The focus in the marketplace remains almost entirely concentrated on silver and the silver bubble’s developing story. The CME hiked the margin requirements for silver speculation for the third time in a week, and the higher amounts necessary for gambling in the white metal will become effective as of the close of business tonight. Yesterday, the price of silver fell by more than 8% (and by 13% earlier, ahead of Monday trading) and the price slide extended by an additional 2% during the overnight trading hours in Asia.
A number of small players were likely driven out of the market by the successive CME margin hikes, albeit not every analyst regards the participatory requirement changes as having necessarily been the catalyst for the $7, virtually insta-plunge in the value of the white metal, since it touched fresh records but failed to close above the psychological round figure.
According to CFTC-sourced data, the net-long positions in both gold and silver experienced contract shrinkage in the latest reporting period. On the other hand, the recent dip in prices may be helpful in boosting gold sales in India ahead of the May 6 Akshaya Tritiya festival – one of the most auspicious times to buy small pieces of gold and silver.
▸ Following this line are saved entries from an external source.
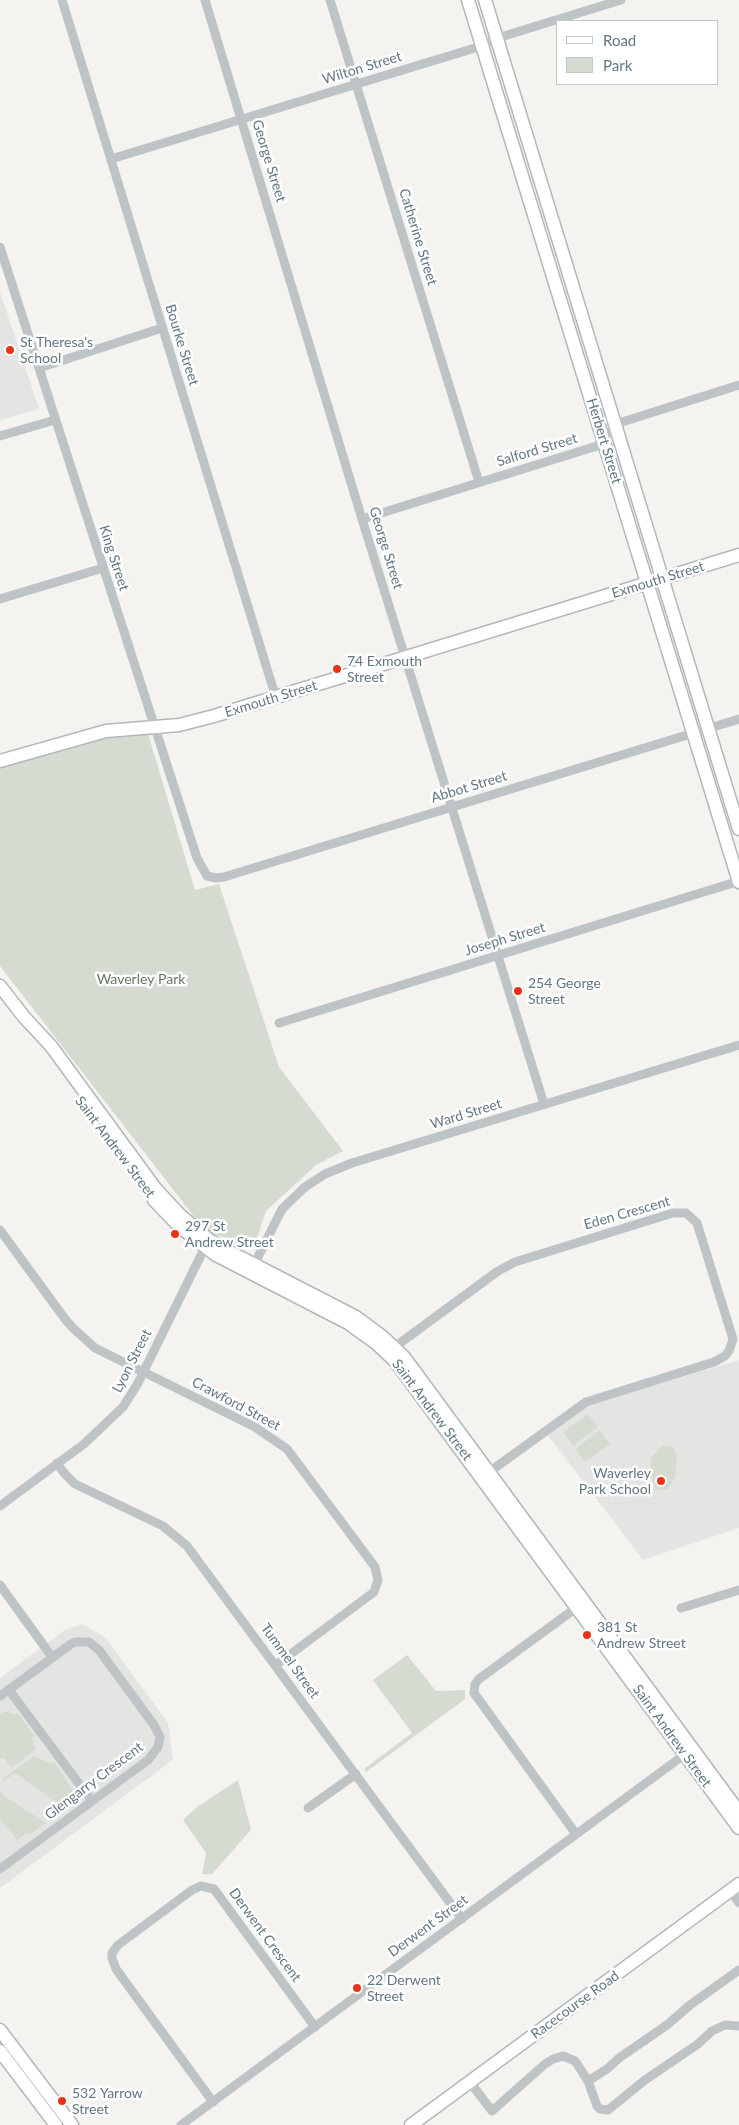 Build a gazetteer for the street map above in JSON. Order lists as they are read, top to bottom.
{
  "streets": {
    "street": [
      "Wilton Street",
      "George Street",
      "Catherine Street",
      "Bourke Street",
      "Herbert Street",
      "Salford Street",
      "King Street",
      "Exmouth Street",
      "Abbot Street",
      "Joseph Street",
      "Ward Street",
      "Saint Andrew Street",
      "Eden Crescent",
      "Lyon Street",
      "Crawford Street",
      "Tummel Street",
      "Glengarry Crescent",
      "Derwent Street",
      "Derwent Crescent",
      "Racecourse Road"
    ]
  },
  "crossings": [
    ["Wilton Street", "George Street"],
    ["Wilton Street", "Catherine Street"],
    ["Wilton Street", "Bourke Street"],
    ["Wilton Street", "Herbert Street"],
    ["George Street", "Salford Street"],
    ["George Street", "Exmouth Street"],
    ["George Street", "Abbot Street"],
    ["George Street", "Joseph Street"],
    ["George Street", "Ward Street"],
    ["Catherine Street", "Salford Street"],
    ["Bourke Street", "Exmouth Street"],
    ["Herbert Street", "Salford Street"],
    ["Herbert Street", "Exmouth Street"],
    ["Herbert Street", "Abbot Street"],
    ["Herbert Street", "Joseph Street"],
    ["King Street", "Exmouth Street"],
    ["King Street", "Abbot Street"],
    ["Ward Street", "Saint Andrew Street"],
    ["Saint Andrew Street", "Eden Crescent"],
    ["Saint Andrew Street", "Lyon Street"],
    ["Saint Andrew Street", "Derwent Street"],
    ["Lyon Street", "Crawford Street"],
    ["Lyon Street", "Tummel Street"],
    ["Crawford Street", "Tummel Street"],
    ["Tummel Street", "Derwent Street"],
    ["Derwent Street", "Derwent Crescent"]
  ],
  "parks": ["Waverley Park"],
  "places": [
    "St Theresa's School",
    "74 Exmouth Street",
    "254 George Street",
    "297 St Andrew Street",
    "Waverley Park School",
    "381 St Andrew Street",
    "22 Derwent Street",
    "532 Yarrow Street"
  ],
  "legend": ["Road", "Park"]
}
This morning’s price action started off to the downside in New York. Spot gold traded at $1,544.10 on the bid-side and showed a loss of $1.50 after having traded down to near $1,535.00 during the early hours. Current support in gold is believed to be found near $1,531.00 the ounce. Silver fell 32 cents to start the session off at $43.61 per ounce. Support in the white metal is thought to emerge around the $42.15 area and then not until the roughly $39.50 value zone.
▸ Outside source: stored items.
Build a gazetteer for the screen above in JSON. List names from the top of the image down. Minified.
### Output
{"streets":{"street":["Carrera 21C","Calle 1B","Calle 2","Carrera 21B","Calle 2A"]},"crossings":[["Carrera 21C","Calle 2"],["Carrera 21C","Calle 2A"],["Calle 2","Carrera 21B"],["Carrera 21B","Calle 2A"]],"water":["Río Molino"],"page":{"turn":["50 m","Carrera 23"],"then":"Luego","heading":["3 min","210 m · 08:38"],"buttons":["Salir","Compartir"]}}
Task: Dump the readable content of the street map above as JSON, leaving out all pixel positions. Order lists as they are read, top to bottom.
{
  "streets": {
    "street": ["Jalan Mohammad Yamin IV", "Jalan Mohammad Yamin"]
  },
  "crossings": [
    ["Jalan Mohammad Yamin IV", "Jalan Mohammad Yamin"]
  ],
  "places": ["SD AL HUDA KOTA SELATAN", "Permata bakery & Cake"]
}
Platinum and palladium opened flat-to-down this morning but turned slightly higher within the first half-hour of trading action. The initial quotes came in at $1,859.00 for the former and at $769.00 for the latter. Rhodium dropped $70 to the $2,130.00 per troy ounce level. While the recent patterns in the noble metals space may be indicative of the fact that speculators are beginning to discard major concerns about the metals in the wake of the Japanese quake in March, the latest in CFTC positioning data does give some reasons for concern.